One year ago Tuesday, Bill Pearl saw his stepson’s final moments.

According to a Special Investigations Unit report, Kieran Kay was in his Cambridge home on May 22, 2017, when he took off his clothes and started saying he was seeing snakes. Worried – and aware that he had finished a drug rehab program the previous day – family members in the house called 911. They told the SIU they had seen a syringe sticking out of Kay’s body, and their first attempts to calm him down had failed.

Seeing no other options, Kay’s relatives started trying to physically bring him under control. A coffee table was flipped. A lamp was smashed. The struggle ended when one relative was able to pin the 26 year old down on a couch and hold him there for eight minutes until an ambulance arrived.

The SIU found that paramedics decided they could not treat Kay while he was in his agitated state. They called police for backup. It took them eight minutes for an officer to show up. A few more moments elapsed before Kay was handcuffed.

It wasn’t until the cuffs were on that the relative who had been pinning Kay down let go. According to the SIU, it was obvious that Kay was now in the grips of a medical emergency. He was unresponsive, and was pronounced dead in hospital later that night. Post-mortem tests determined that he had died of a cocaine overdose.

Last Friday, the SIU announced that it had cleared Waterloo Regional Police of any wrongdoing contributing to Kay’s death.

“(The officer) was acting at all times appropriately, professionally and in direct response to the emergency situation that was ongoing at that time,” SIU director Tony Loparco wrote in his report.

“It appeared that there was a general feeling of relief when the (officer) arrived and subdued (Kay) so that he could get the help that he desperately needed.”

Pearl says Kay’s family has no issue with the SIU clearing police in the case, as they themselves never believed police did anything wrong.

“Our concern has always been with the EMS and how the situation was handled that night,” he said Tuesday.

“We still have a lot of questions.”

The SIU’s mandate is to look into cases in which someone dies or is seriously injured around the time of an interaction involving police. It does not provide any oversight to paramedics. The Office of the Ombudsman of Ontario is reviewing the current framework governing patient complaints about paramedic services.

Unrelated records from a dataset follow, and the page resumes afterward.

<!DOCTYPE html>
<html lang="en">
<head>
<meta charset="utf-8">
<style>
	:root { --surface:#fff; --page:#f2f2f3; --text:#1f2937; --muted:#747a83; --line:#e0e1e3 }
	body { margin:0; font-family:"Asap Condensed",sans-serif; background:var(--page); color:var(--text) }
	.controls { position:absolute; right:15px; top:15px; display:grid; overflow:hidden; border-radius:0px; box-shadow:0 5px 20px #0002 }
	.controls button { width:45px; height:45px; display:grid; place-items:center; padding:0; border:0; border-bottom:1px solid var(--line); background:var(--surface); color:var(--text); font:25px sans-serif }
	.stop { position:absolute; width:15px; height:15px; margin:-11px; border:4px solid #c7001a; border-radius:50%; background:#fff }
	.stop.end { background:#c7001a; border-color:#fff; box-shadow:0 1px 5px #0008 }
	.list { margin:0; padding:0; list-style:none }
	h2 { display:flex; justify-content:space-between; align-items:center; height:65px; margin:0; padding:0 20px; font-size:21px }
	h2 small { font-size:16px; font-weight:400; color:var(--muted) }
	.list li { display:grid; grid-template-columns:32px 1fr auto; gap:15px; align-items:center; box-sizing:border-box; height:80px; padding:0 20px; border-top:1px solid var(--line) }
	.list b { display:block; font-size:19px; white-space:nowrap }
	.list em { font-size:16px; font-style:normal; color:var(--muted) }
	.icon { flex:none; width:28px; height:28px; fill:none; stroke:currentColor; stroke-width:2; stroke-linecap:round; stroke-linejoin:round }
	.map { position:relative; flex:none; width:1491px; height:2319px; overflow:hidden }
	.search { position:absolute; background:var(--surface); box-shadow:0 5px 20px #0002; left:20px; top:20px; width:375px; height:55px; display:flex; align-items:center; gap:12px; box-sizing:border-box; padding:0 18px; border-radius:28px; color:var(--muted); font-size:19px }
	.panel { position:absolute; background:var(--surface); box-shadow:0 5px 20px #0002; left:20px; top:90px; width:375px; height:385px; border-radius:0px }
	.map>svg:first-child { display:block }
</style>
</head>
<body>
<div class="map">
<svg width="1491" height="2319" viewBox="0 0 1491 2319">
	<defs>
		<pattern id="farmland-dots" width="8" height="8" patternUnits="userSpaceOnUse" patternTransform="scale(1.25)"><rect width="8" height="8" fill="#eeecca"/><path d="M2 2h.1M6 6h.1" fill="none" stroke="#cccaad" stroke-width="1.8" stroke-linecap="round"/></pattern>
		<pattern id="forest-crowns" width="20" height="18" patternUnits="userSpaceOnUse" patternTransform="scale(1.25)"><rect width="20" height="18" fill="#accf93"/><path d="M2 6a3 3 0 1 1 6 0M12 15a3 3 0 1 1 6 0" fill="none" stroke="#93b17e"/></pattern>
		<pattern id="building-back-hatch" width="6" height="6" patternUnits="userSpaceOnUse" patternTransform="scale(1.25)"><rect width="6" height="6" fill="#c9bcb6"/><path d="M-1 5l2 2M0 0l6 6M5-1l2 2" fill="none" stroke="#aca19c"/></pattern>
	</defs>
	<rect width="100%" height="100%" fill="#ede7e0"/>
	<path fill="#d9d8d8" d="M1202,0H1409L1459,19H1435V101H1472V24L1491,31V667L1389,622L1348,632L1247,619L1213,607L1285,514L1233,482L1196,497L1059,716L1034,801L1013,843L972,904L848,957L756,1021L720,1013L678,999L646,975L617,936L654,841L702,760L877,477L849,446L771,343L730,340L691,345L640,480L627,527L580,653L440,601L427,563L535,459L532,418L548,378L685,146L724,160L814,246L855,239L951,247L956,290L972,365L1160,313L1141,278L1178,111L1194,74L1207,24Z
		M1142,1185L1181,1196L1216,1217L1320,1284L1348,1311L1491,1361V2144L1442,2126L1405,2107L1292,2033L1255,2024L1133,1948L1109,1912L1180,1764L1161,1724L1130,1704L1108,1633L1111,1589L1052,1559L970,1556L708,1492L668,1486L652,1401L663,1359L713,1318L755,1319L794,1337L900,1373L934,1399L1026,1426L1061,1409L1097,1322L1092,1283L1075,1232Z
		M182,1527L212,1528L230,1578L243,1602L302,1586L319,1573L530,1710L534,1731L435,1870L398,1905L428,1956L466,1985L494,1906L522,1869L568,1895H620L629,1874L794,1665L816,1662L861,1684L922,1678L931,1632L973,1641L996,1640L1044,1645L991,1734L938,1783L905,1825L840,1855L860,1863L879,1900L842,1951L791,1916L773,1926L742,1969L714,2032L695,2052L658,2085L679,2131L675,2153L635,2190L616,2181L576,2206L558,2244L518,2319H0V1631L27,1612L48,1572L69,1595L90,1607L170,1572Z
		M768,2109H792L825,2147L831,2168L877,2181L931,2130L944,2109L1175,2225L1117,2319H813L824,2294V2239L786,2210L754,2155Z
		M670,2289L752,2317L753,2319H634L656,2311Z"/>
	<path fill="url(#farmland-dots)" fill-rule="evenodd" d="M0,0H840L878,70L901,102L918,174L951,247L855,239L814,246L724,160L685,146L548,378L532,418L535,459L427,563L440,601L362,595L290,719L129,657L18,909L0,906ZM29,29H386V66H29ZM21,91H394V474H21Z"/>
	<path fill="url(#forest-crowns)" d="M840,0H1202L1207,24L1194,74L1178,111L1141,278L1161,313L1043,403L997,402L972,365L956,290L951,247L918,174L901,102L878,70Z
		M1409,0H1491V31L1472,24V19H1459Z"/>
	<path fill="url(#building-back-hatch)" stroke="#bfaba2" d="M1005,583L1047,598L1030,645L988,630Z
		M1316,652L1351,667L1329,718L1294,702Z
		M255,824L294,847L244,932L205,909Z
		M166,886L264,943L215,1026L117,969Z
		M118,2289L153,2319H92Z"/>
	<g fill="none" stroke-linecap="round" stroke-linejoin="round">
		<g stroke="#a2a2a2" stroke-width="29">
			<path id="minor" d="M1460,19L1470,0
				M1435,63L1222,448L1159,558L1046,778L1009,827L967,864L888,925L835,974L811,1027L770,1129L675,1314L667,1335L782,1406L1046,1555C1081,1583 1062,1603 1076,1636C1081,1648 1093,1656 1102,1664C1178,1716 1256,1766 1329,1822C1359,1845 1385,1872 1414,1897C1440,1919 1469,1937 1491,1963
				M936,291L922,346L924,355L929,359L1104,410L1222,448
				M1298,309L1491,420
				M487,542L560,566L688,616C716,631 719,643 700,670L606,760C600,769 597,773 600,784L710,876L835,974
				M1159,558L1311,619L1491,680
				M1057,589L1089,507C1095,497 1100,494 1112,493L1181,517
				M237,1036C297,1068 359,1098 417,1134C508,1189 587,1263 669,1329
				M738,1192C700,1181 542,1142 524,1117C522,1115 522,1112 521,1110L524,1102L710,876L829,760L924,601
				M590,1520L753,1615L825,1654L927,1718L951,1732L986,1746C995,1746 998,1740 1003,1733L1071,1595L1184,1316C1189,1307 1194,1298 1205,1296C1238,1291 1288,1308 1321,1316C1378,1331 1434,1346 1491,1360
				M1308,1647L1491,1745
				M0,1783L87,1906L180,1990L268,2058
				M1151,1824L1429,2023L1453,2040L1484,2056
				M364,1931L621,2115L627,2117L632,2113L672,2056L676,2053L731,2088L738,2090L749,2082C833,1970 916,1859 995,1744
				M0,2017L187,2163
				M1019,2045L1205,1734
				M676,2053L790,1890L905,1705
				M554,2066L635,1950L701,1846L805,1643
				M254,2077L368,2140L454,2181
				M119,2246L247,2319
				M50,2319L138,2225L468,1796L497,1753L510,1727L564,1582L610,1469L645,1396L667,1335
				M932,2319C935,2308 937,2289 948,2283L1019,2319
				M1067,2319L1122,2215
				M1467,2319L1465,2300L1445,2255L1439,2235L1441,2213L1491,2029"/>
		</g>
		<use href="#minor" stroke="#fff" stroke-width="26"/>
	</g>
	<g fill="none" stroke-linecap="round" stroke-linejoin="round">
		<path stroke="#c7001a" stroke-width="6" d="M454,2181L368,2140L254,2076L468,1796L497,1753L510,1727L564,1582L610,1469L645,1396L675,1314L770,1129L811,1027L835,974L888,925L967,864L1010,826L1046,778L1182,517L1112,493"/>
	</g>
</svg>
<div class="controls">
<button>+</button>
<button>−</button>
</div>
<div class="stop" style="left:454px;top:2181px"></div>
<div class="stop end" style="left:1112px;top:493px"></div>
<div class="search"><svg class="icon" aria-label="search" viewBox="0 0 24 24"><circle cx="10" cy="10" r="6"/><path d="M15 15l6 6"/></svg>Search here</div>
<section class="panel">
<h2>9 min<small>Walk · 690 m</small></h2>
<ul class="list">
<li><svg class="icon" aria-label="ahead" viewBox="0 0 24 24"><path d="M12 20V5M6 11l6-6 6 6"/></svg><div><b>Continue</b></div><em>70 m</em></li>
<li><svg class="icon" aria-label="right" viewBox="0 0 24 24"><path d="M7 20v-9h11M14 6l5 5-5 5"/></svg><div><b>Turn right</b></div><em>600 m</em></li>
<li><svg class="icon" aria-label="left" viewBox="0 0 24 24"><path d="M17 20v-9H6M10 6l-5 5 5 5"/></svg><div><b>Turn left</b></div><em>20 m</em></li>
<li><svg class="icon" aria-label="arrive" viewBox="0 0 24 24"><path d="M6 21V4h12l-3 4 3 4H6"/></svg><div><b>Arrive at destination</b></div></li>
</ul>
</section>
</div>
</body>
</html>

Kay’s family says the paramedic crew that arrived at their home could have done more to save Kay, instead of waiting eight minutes for police to show up.

The case was also the subject of an internal review conducted by Region of Waterloo Paramedic Services.

“Staff followed policy, procedure and protocols as indicated in Regional police and the Ambulance Act of Ontario,” the EMS organization said in a statement.

“We are satisfied that the actions of the paramedics were in line with the training received for these types of situations.”

Pearl disagrees with that finding, and says he and the rest of Kay’s family will continue to work toward some sort of reform.

“We can’t bring Kieran back, but maybe it’ll help someone in the future,” he said.